Expensive university degrees are the real problem here. Debt-encumbered graduates want shorter training programs, rather than spending time gaining experience, either clinically or in other realms like research or public health
We have consistently provided supply-side solutions to demand-side problems with medical education. They have not helped much. I have always thought of the medical training system as “cannon-fodder medicine”. We have traditionally needed junior doctors to keep hospitals working, so we have made a Faustian bargain: you work horrendous hours and under poor conditions to keep the system going, and we might give you a chance to become a specialist in the future. Traditionally, medical graduates have been willing to submit to this. In my own field, I would argue strongly against adding a Master of Public Health to a medical degree for 2 reasons. Firstly, having a clinical background, even if slim, is an enormous help to public health decision making; and second, the job market for medical public health is very small. If we train more, we will just replicate the problem. I think the solution is on the demand side: we need to be clearer about the kind of workforce we need, and then train to that.
Social engineering.
Puts the government in a strong position for price negotiation, drops excessive income, and potentially improved coverage of poorly staffed areas. If the government were willing to increase job opportunities, and the AMA willing to negotiate lower salary packages, the country could be the winner.
The so-called major medical shortage in WA to open a new course at Curtin Uni is a fallacy generated by self-interested academics and using a naive consultants report as justification. The GPs on the ground in Perth tell me they have plenty of appointment capability but of course these charge a fee. The same applies to rural practice with 457s used as cheap labour because of the ridiculous Medicare rates for after hours (who wants to be 24/7 on call to get up to a 4-victim smash for less then a daytime plumber callout rate). After the moratorium the 457s all head into town, understandably. Almost 4000 graduates this year!! Wage control mechanism by the government and their self-interested academic flunkies.

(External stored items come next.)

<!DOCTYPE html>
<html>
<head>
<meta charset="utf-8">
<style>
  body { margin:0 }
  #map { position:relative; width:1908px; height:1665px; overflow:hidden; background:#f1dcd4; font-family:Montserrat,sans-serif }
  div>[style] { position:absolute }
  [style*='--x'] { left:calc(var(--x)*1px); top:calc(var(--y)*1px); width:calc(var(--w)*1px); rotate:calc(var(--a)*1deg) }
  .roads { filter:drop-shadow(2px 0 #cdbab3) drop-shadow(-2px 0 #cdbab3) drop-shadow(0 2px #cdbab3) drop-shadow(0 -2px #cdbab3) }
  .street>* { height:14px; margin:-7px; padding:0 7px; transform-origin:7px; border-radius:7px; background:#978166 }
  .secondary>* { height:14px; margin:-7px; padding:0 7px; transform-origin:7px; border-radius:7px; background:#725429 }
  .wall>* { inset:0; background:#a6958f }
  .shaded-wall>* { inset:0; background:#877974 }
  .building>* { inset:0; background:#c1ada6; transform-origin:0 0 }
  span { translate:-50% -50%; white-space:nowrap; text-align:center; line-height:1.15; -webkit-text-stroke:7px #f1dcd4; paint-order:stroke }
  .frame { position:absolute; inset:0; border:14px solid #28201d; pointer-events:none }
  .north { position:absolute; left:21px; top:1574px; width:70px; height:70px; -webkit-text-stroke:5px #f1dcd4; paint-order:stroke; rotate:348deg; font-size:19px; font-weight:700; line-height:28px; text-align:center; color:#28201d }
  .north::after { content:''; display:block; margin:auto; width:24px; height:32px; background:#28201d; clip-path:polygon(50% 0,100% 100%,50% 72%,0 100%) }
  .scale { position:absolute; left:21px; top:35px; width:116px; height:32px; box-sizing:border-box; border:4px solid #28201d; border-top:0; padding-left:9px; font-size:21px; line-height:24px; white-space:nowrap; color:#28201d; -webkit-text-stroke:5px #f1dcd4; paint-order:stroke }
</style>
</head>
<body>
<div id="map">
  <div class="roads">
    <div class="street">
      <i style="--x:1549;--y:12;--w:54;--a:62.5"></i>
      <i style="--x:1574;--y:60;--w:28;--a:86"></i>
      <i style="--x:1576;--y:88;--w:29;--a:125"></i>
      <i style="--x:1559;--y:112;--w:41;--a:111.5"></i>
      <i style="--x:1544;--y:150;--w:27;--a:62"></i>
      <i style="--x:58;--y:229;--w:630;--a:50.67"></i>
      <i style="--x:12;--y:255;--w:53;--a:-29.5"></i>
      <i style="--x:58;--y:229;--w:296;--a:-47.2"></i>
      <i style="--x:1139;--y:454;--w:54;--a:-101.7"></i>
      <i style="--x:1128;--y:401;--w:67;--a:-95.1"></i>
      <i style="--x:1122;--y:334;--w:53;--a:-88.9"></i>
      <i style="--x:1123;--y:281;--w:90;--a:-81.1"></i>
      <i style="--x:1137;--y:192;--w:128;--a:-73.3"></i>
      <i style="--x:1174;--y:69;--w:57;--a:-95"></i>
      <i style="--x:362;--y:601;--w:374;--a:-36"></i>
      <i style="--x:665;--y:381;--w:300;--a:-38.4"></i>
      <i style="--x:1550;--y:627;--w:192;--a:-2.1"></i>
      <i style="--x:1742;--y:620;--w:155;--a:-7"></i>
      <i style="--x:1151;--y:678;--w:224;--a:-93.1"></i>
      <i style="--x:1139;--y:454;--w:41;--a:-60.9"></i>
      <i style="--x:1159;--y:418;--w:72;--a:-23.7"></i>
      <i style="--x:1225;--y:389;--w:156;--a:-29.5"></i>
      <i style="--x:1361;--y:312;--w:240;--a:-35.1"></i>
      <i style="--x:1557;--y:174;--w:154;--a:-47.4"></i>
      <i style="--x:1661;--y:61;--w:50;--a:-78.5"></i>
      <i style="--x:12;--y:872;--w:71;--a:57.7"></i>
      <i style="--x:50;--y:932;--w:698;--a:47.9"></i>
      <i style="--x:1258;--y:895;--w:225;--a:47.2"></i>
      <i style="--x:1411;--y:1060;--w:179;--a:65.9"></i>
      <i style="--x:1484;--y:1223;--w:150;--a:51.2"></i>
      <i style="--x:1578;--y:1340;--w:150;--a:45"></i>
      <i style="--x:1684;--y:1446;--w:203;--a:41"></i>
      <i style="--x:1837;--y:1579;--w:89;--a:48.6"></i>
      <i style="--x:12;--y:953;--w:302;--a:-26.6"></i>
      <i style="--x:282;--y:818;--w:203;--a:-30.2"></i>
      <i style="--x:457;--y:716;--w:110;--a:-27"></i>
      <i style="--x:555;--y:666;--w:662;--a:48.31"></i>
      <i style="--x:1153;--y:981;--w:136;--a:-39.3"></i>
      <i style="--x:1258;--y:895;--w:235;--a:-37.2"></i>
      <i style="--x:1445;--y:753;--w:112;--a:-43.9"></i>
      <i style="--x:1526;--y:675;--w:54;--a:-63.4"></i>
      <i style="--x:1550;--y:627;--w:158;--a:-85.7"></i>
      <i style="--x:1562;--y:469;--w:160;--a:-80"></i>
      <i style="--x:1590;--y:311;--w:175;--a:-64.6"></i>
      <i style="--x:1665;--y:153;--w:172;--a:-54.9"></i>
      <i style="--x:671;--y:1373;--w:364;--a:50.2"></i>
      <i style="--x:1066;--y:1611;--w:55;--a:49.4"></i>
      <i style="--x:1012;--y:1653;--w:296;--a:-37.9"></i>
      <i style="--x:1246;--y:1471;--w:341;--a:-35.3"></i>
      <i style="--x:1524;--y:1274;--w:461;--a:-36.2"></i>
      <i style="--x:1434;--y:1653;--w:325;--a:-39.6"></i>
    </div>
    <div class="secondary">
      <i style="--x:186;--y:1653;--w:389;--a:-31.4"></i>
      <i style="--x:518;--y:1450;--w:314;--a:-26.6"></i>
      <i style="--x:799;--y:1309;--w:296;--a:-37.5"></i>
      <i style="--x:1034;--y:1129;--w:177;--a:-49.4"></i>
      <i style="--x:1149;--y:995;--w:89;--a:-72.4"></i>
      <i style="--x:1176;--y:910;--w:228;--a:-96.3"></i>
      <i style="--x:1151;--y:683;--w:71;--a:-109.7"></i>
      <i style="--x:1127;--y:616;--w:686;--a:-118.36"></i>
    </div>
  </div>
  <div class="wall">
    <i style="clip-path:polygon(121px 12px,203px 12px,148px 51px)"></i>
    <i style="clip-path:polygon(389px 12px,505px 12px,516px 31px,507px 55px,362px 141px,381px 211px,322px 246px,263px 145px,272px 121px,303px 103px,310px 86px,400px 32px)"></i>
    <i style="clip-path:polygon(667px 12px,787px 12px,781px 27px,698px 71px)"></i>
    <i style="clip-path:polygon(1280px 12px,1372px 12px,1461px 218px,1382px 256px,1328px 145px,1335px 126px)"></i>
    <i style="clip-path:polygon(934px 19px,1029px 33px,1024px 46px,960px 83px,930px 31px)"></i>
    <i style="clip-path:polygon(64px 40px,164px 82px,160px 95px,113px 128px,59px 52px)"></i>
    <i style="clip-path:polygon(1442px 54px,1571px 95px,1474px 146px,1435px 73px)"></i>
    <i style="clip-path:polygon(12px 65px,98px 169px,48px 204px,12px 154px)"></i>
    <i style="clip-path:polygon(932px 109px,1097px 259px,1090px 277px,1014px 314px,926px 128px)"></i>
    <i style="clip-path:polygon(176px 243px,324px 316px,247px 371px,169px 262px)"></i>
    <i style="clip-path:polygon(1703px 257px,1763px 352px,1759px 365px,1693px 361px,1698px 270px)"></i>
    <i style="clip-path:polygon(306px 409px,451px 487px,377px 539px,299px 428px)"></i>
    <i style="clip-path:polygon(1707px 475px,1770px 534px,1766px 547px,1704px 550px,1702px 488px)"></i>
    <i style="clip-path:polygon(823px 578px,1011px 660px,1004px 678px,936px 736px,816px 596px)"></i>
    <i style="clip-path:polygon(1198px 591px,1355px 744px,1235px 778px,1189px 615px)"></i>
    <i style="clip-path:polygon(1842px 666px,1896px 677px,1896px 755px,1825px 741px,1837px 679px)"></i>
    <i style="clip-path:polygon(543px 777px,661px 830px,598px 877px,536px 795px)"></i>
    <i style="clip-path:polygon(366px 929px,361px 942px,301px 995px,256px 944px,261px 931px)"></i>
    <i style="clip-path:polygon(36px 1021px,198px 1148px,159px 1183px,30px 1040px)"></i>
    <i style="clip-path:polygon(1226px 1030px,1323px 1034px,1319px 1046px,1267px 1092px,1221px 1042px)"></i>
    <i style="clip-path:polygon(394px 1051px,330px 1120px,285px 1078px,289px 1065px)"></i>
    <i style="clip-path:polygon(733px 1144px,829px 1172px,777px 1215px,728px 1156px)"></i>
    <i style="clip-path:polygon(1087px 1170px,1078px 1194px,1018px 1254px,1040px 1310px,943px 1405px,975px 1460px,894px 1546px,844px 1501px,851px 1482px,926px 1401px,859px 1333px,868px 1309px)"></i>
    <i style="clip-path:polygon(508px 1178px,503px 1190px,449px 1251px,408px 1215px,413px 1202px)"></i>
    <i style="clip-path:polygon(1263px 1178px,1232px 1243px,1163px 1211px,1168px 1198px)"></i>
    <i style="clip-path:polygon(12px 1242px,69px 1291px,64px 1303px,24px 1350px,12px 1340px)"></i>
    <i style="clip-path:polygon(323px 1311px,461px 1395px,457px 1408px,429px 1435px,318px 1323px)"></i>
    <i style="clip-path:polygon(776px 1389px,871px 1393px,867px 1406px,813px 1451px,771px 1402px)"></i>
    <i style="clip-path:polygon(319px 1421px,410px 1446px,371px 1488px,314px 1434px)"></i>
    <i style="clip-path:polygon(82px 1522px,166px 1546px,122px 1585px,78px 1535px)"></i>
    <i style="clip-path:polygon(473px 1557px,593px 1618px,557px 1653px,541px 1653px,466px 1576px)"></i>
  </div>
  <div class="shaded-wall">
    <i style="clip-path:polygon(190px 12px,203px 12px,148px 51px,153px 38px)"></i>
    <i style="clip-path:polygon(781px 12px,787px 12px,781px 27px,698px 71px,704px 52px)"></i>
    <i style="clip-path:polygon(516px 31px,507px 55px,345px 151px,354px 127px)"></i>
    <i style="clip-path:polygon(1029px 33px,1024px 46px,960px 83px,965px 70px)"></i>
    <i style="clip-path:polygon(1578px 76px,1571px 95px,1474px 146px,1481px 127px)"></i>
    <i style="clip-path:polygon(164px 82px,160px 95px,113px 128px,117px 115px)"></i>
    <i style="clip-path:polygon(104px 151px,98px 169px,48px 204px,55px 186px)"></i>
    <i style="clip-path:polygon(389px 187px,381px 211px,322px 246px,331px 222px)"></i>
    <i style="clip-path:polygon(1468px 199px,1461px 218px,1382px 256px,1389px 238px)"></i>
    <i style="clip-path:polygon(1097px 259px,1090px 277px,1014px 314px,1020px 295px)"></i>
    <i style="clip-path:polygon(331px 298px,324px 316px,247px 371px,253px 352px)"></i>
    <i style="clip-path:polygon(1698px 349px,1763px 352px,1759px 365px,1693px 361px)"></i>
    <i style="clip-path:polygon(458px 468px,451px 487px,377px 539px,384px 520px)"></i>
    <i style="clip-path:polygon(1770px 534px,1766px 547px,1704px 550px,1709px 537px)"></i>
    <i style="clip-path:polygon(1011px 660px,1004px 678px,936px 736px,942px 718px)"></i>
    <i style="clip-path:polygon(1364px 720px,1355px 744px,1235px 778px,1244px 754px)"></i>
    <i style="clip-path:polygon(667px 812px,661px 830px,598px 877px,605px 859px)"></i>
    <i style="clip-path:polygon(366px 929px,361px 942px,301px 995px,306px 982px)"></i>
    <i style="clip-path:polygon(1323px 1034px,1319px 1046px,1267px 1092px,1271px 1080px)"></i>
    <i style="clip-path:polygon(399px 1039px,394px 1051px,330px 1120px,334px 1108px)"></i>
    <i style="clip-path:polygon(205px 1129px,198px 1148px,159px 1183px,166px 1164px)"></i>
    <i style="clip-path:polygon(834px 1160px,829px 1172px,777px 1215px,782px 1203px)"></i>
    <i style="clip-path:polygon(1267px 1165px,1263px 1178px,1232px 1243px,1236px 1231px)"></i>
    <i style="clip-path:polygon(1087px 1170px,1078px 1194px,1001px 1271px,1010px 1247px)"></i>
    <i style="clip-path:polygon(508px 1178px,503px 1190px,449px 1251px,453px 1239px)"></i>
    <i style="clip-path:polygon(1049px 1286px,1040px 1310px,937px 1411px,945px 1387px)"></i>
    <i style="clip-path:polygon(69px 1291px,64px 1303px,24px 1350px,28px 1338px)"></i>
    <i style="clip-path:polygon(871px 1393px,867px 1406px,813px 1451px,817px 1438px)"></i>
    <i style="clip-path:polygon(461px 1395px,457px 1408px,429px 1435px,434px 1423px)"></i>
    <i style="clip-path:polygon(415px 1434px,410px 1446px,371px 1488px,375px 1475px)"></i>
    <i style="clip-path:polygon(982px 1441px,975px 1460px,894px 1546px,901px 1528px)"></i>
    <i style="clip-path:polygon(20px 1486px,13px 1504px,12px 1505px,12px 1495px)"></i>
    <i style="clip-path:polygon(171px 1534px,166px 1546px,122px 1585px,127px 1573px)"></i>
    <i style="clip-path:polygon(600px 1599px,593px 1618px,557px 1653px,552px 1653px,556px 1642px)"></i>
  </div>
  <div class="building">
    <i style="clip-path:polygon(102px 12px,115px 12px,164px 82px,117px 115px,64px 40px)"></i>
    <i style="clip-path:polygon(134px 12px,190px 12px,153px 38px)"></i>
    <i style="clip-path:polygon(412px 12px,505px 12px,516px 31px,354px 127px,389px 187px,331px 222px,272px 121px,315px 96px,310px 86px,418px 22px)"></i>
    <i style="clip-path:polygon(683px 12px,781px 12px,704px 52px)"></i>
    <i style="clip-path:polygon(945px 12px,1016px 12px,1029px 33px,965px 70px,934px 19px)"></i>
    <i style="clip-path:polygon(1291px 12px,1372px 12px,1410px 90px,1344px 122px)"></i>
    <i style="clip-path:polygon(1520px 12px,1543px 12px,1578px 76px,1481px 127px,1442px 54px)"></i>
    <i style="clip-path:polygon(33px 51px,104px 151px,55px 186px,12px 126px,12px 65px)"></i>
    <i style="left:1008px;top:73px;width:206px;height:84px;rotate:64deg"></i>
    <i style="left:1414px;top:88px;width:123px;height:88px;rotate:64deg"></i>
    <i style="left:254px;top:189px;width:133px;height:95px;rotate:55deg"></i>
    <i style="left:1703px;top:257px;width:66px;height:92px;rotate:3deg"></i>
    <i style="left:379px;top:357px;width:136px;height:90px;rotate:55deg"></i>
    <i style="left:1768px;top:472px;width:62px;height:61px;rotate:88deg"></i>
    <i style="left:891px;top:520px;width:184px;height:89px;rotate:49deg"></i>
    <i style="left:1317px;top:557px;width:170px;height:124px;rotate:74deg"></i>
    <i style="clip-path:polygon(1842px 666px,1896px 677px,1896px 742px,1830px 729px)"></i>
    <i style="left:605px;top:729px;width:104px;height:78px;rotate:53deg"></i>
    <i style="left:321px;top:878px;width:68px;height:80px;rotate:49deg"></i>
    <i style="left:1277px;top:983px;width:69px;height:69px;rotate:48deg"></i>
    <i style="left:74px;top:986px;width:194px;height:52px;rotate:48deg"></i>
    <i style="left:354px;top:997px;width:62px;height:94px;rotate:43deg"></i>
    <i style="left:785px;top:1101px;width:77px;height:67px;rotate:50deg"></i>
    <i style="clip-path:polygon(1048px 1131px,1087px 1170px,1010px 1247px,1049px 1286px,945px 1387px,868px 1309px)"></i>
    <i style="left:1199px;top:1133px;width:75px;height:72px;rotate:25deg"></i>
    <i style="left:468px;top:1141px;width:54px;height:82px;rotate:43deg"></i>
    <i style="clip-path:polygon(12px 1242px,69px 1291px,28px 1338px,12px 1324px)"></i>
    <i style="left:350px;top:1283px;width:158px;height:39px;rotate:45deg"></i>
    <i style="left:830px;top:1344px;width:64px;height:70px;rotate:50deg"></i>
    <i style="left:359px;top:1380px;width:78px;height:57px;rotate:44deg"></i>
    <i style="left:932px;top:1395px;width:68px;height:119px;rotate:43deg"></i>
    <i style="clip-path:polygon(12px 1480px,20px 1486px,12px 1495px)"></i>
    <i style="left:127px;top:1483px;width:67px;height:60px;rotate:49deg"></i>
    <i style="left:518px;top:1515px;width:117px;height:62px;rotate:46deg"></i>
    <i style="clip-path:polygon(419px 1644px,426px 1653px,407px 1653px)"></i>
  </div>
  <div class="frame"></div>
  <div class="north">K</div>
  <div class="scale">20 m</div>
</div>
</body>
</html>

The current medical courses are being stripped back with less and less time spent on basic clinical skills, something which shows up in post-graduate years. If anything, more time needs to be spent on core competencies. As a clinican and researcher with a strong teaching component to my practice, I struggle to understand why such skills are being devalued.
There is (or at least was) a Batchelors’ Degree in Medicial Science, which was an Honours Degree, offered at the completion of pre-clinical training which offered an insight into non-clinical research etc. That seems to have fallen by the wayside, possibly because it added an extra year to what was already a six year degree.
We’ve offered non-clinical electives in laboratory medicine and research in my unit, with few candidates coming forwards. Those that have done so have generally found it to be a rewarding and positive experience, but there are many that don’t choose such an option.
Masters’ degree are post-graduate degrees by definition, and will add one to two years to the basic degree, along with expense. My Masters’ degree cost over $30,000 a dozen years ago. Who will pick up the tab for that?
It almost beggars belief that we should further reduce the clinical component in this situation. Some additional education in non-clinical fields is essential, but not at the expense of the basics.
But we’ve been through this many times before. Perhaps we simply reduce the number of medical students graduating until there are enough jobs to go around? Or don’t the economic principles of supply and demand apply to medicine?